Stored items from a collection:
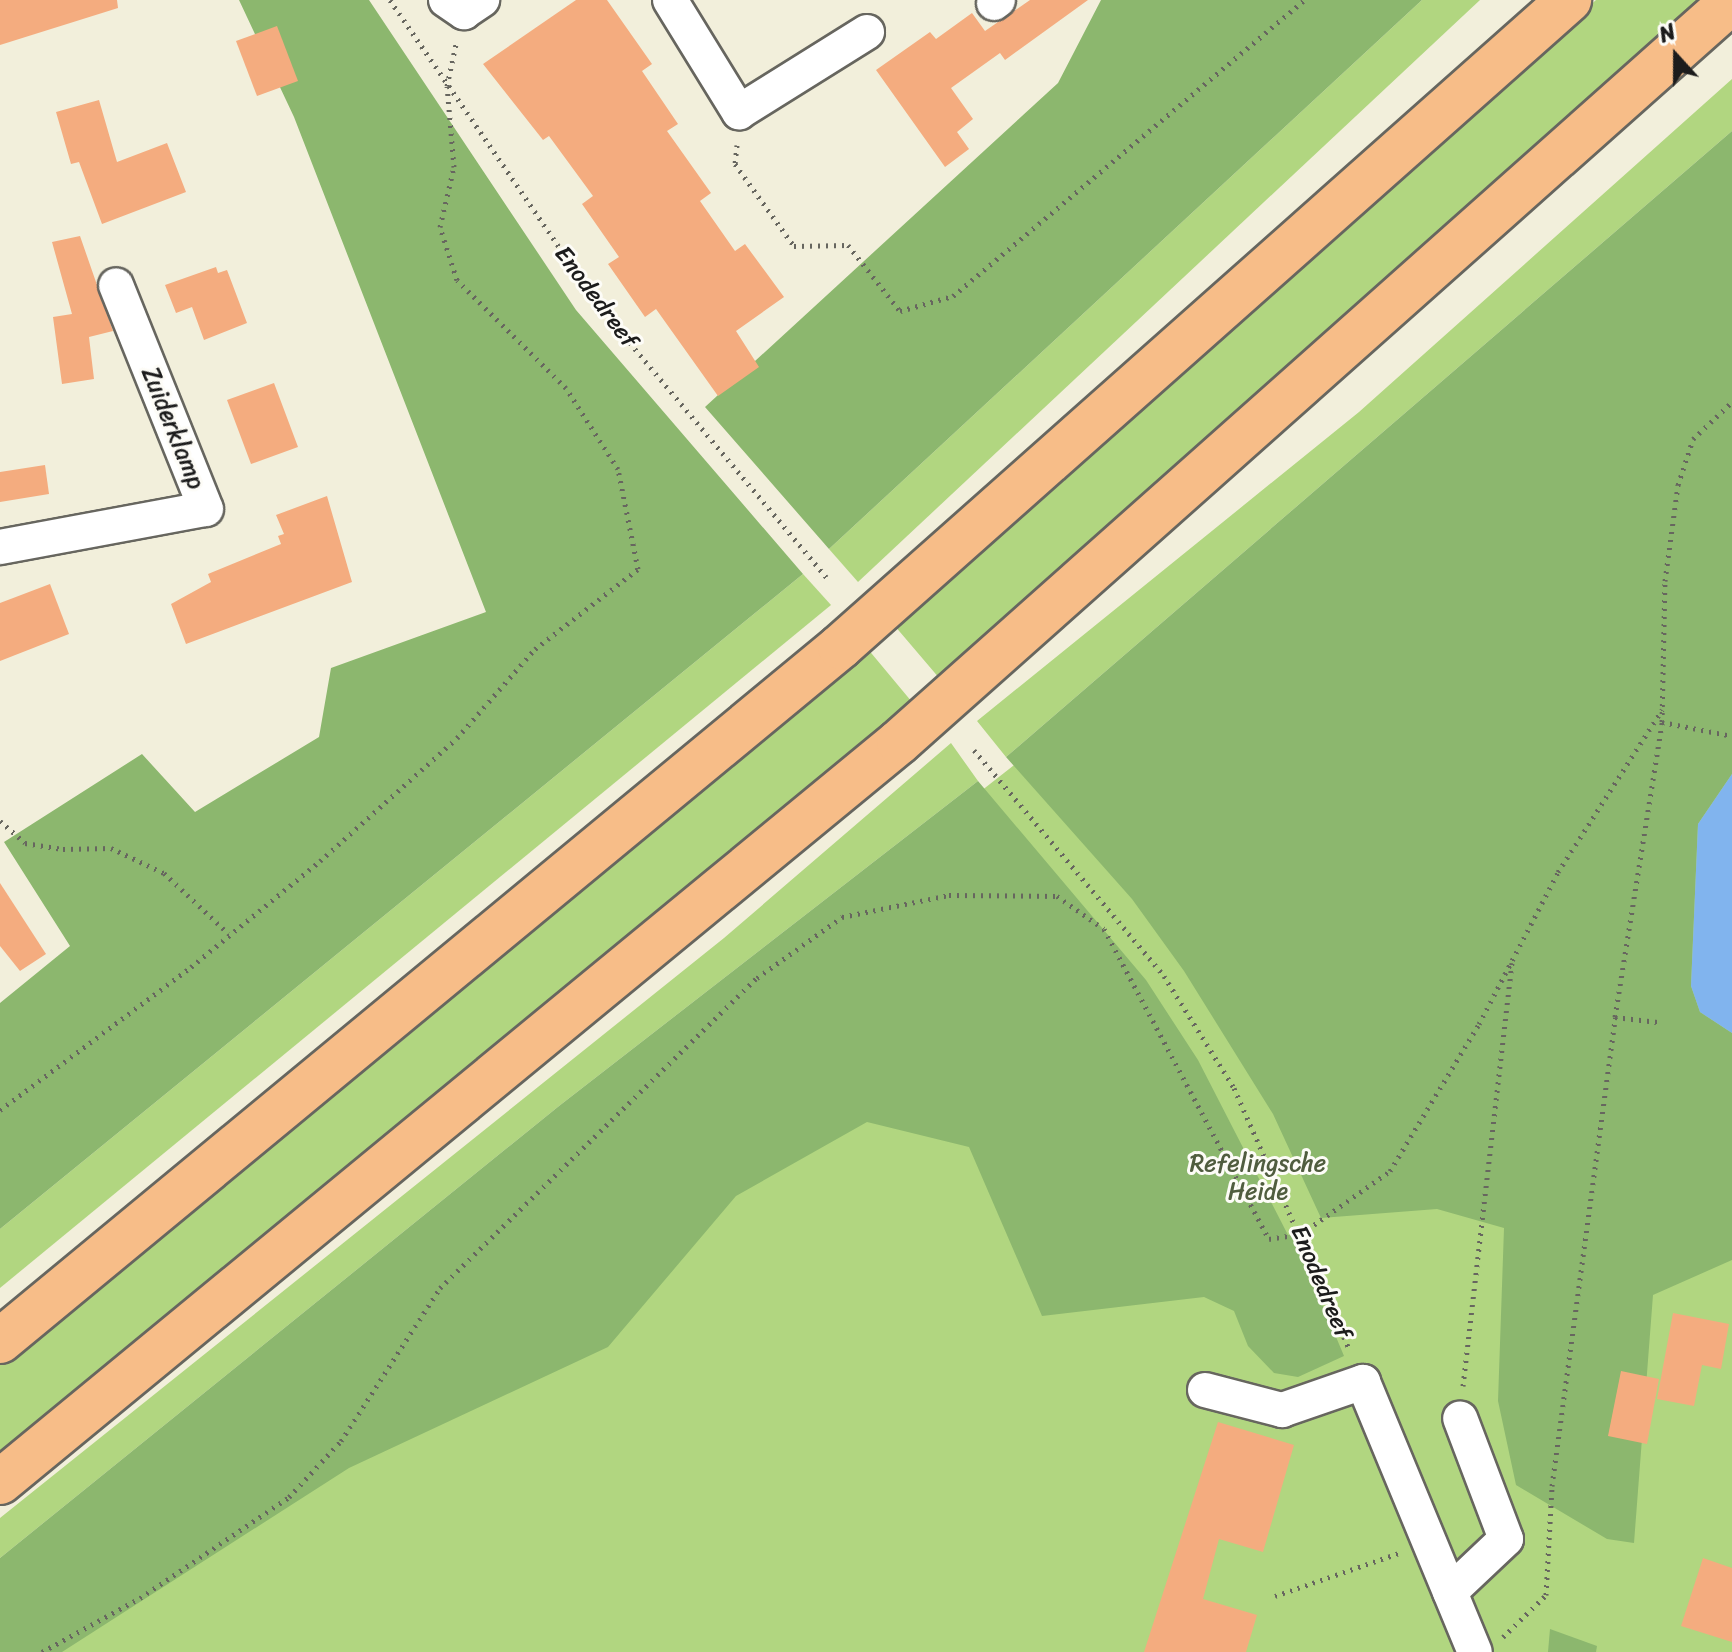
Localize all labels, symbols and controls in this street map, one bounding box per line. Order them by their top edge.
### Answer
text: N [1653,12,1681,54]
north arrow [1636,16,1716,96]
street label: Enodedreef [548,240,644,354]
street label: Zuiderklamp [135,363,211,493]
park label: Refelingsche Heide [1190,1150,1326,1206]
street label: Enodedreef [1284,1221,1358,1343]

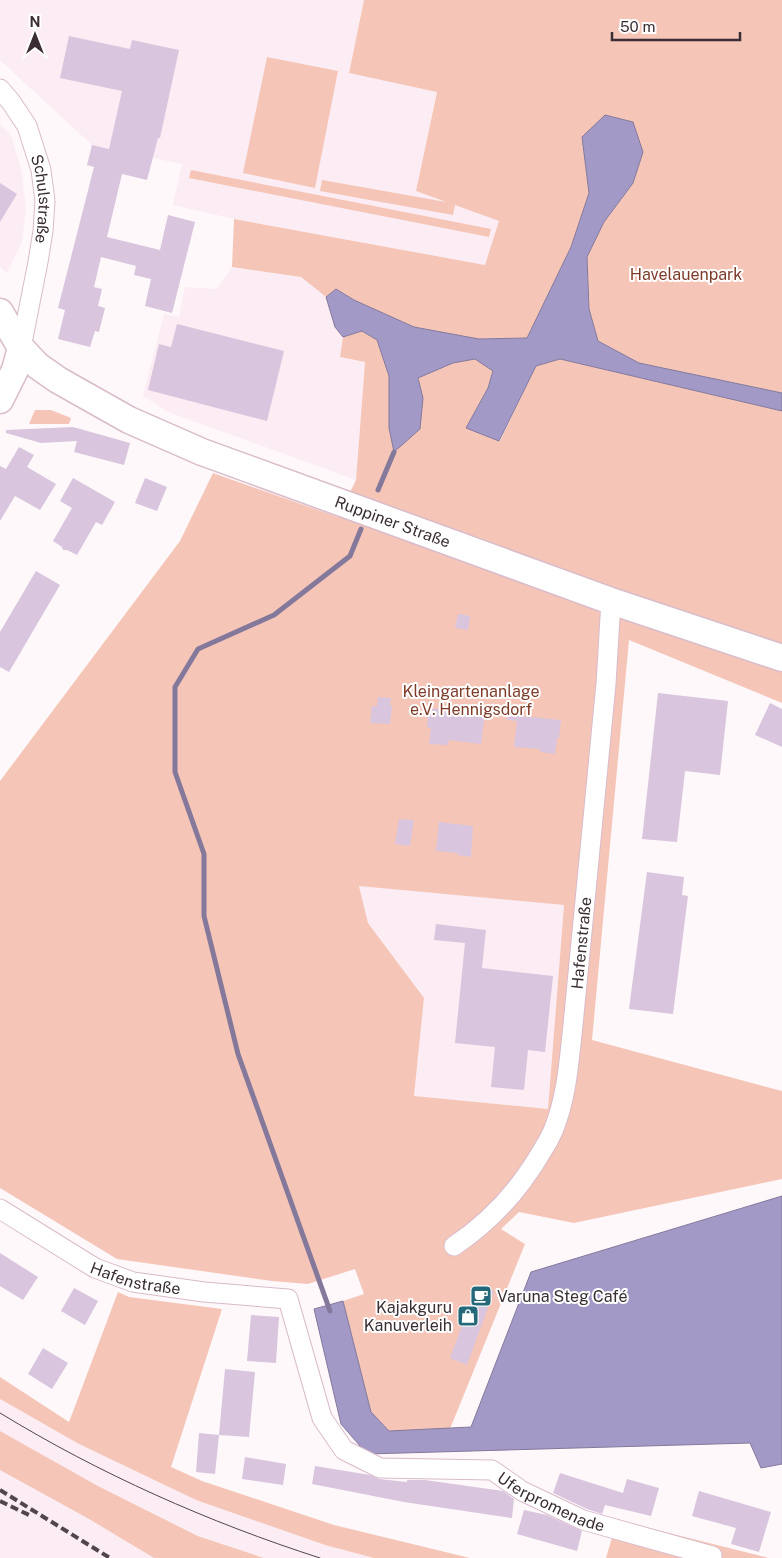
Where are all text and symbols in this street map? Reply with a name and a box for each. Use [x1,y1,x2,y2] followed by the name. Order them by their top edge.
[10,10,60,60] north arrow
[612,10,740,42] scale bar
[30,14,40,30] text: N
[620,18,655,35] text: 50 m
[27,152,54,245] street label: Schulstraße
[630,265,742,284] park label: Havelauenpark
[332,492,453,552] street label: Ruppiner Straße
[402,682,540,719] park label: Kleingartenanlage e.V. Hennigsdorf
[568,896,595,990] street label: Hafenstraße
[88,1258,182,1299] street label: Hafenstraße
[469,1284,493,1308] cafe icon: Varuna Steg Café
[497,1287,628,1306] place label: Varuna Steg Café
[364,1298,452,1335] place label: Kajakguru Kanuverleih
[456,1304,480,1328] shop icon: Kajakguru Kanuverleih
[494,1468,607,1536] street label: Uferpromenade

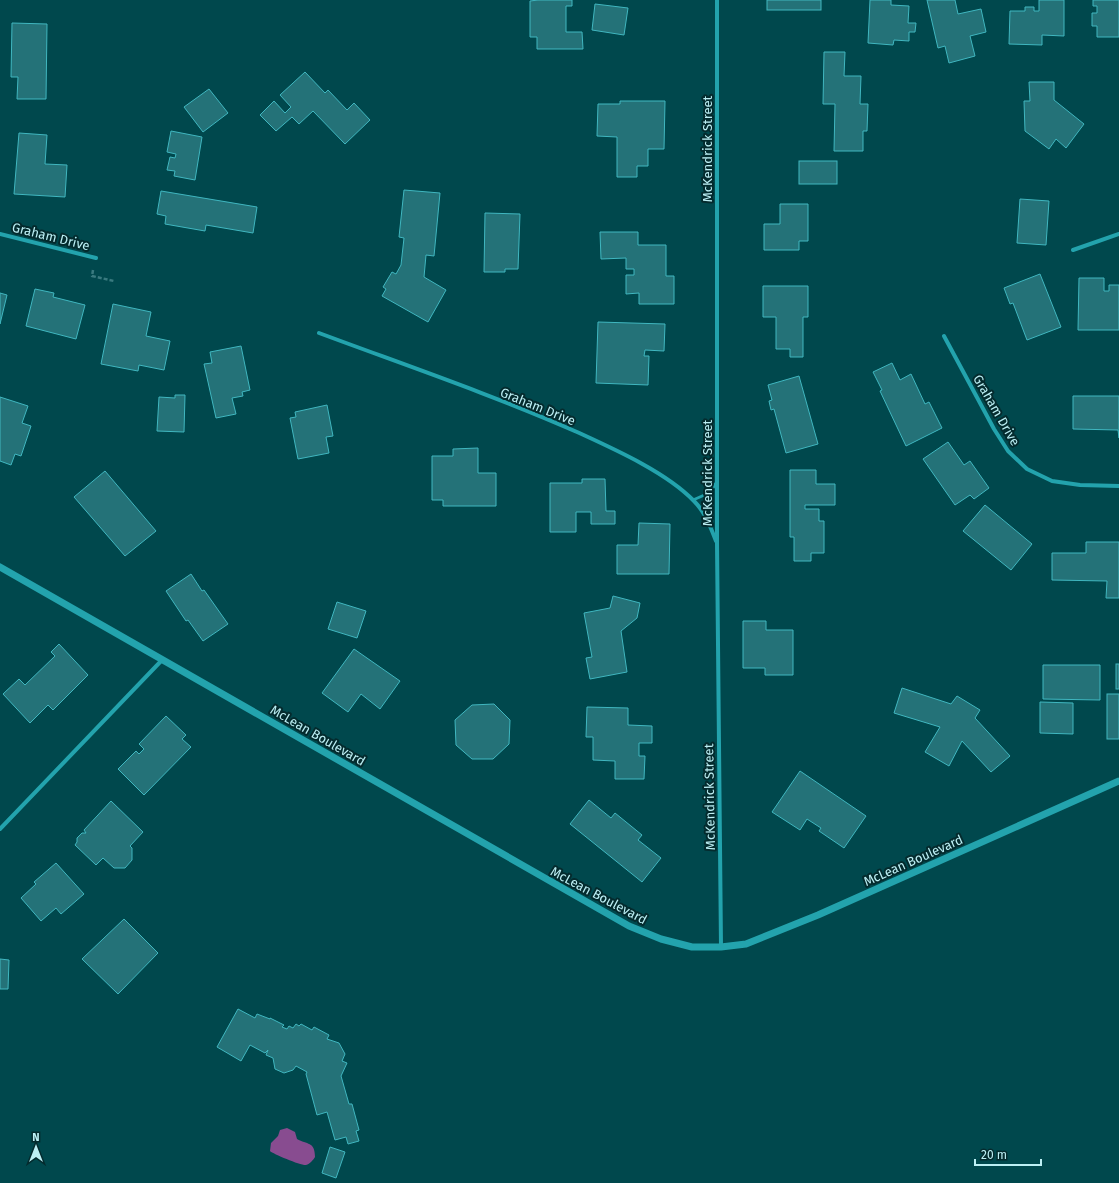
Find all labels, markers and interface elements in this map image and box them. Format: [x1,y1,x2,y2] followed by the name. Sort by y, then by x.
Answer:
[700,95,715,202] street label: McKendrick Street
[10,220,91,253] street label: Graham Drive
[970,372,1023,448] street label: Graham Drive
[498,385,578,428] street label: Graham Drive
[700,419,715,526] street label: McKendrick Street
[268,702,368,769] street label: McLean Boulevard
[701,743,718,850] street label: McKendrick Street
[861,832,965,889] street label: McLean Boulevard
[548,864,650,927] street label: McLean Boulevard
[16,1127,56,1167] north arrow
[32,1131,40,1144] text: N
[975,1141,1041,1167] scale bar
[981,1148,1007,1162] text: 20 m

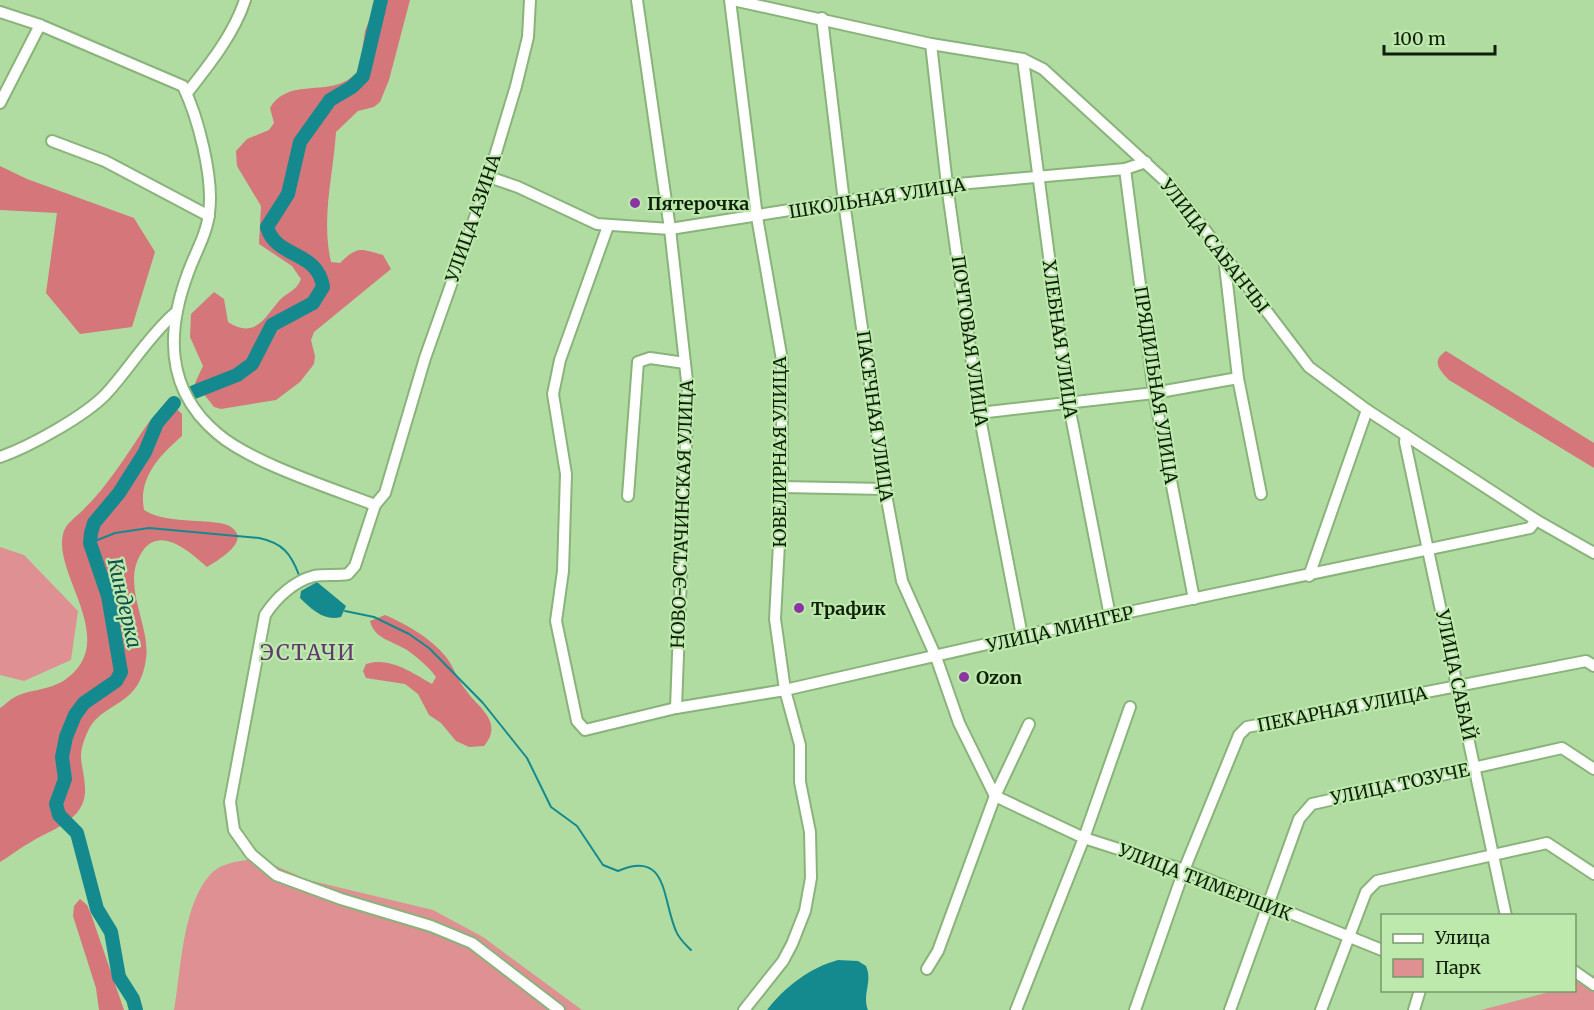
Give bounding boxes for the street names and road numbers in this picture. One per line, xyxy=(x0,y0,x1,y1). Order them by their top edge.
street label: УЛИЦА АЗИНА xyxy=(440,151,506,286)
street label: ШКОЛЬНАЯ УЛИЦА xyxy=(787,173,967,223)
street label: УЛИЦА САБАНЧЫ xyxy=(1155,173,1275,318)
street label: ПОЧТОВАЯ УЛИЦА xyxy=(947,254,993,428)
street label: ХЛЕБНАЯ УЛИЦА xyxy=(1037,258,1083,420)
street label: ПРЯДИЛЬНАЯ УЛИЦА xyxy=(1129,284,1183,486)
street label: ПАСЕЧНАЯ УЛИЦА xyxy=(852,329,898,503)
street label: ЮВЕЛИРНАЯ УЛИЦА xyxy=(768,356,791,548)
street label: НОВО-ЭСТАЧИНСКАЯ УЛИЦА xyxy=(666,379,698,649)
street label: УЛИЦА МИНГЕР xyxy=(983,601,1136,657)
street label: УЛИЦА САБАЙ xyxy=(1431,606,1481,743)
street label: ПЕКАРНАЯ УЛИЦА xyxy=(1255,681,1429,737)
street label: УЛИЦА ТОЗУЧЕ xyxy=(1327,758,1472,810)
street label: УЛИЦА ТИМЕРШИК xyxy=(1114,838,1295,926)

-- Your goal --
Each record is to be written out exactly. No picture goes in.

-- Output --
Localize all labels, symbols and controls in this street map, one bounding box per line. Order them by their top edge.
### Answer
text: N [1653,12,1681,54]
north arrow [1636,16,1716,96]
street label: Enodedreef [548,240,644,354]
street label: Zuiderklamp [135,363,211,493]
park label: Refelingsche Heide [1190,1150,1326,1206]
street label: Enodedreef [1284,1221,1358,1343]

Where are all text and symbols in this street map? Reply with a name and a box for each. Use [x1,y1,x2,y2] followed by the name. Order them by their top edge.
[10,10,60,60] north arrow
[612,10,740,42] scale bar
[30,14,40,30] text: N
[620,18,655,35] text: 50 m
[27,152,54,245] street label: Schulstraße
[630,265,742,284] park label: Havelauenpark
[332,492,453,552] street label: Ruppiner Straße
[402,682,540,719] park label: Kleingartenanlage e.V. Hennigsdorf
[568,896,595,990] street label: Hafenstraße
[88,1258,182,1299] street label: Hafenstraße
[469,1284,493,1308] cafe icon: Varuna Steg Café
[497,1287,628,1306] place label: Varuna Steg Café
[364,1298,452,1335] place label: Kajakguru Kanuverleih
[456,1304,480,1328] shop icon: Kajakguru Kanuverleih
[494,1468,607,1536] street label: Uferpromenade

Find all labels, markers and interface elements in this map image and box them. Format: [x1,y1,x2,y2] followed by the name. Sort by y, then by x.
Answer:
[700,95,715,202] street label: McKendrick Street
[10,220,91,253] street label: Graham Drive
[970,372,1023,448] street label: Graham Drive
[498,385,578,428] street label: Graham Drive
[700,419,715,526] street label: McKendrick Street
[268,702,368,769] street label: McLean Boulevard
[701,743,718,850] street label: McKendrick Street
[861,832,965,889] street label: McLean Boulevard
[548,864,650,927] street label: McLean Boulevard
[16,1127,56,1167] north arrow
[32,1131,40,1144] text: N
[975,1141,1041,1167] scale bar
[981,1148,1007,1162] text: 20 m

Give bounding boxes for the street names and road numbers in this picture. One per line, xyxy=(x0,y0,x1,y1). Order them by their top edge.
street label: УЛИЦА АЗИНА xyxy=(440,151,506,286)
street label: ШКОЛЬНАЯ УЛИЦА xyxy=(787,173,967,223)
street label: УЛИЦА САБАНЧЫ xyxy=(1155,173,1275,318)
street label: ПОЧТОВАЯ УЛИЦА xyxy=(947,254,993,428)
street label: ХЛЕБНАЯ УЛИЦА xyxy=(1037,258,1083,420)
street label: ПРЯДИЛЬНАЯ УЛИЦА xyxy=(1129,284,1183,486)
street label: ПАСЕЧНАЯ УЛИЦА xyxy=(852,329,898,503)
street label: ЮВЕЛИРНАЯ УЛИЦА xyxy=(768,356,791,548)
street label: НОВО-ЭСТАЧИНСКАЯ УЛИЦА xyxy=(666,379,698,649)
street label: УЛИЦА МИНГЕР xyxy=(983,601,1136,657)
street label: УЛИЦА САБАЙ xyxy=(1431,606,1481,743)
street label: ПЕКАРНАЯ УЛИЦА xyxy=(1255,681,1429,737)
street label: УЛИЦА ТОЗУЧЕ xyxy=(1327,758,1472,810)
street label: УЛИЦА ТИМЕРШИК xyxy=(1114,838,1295,926)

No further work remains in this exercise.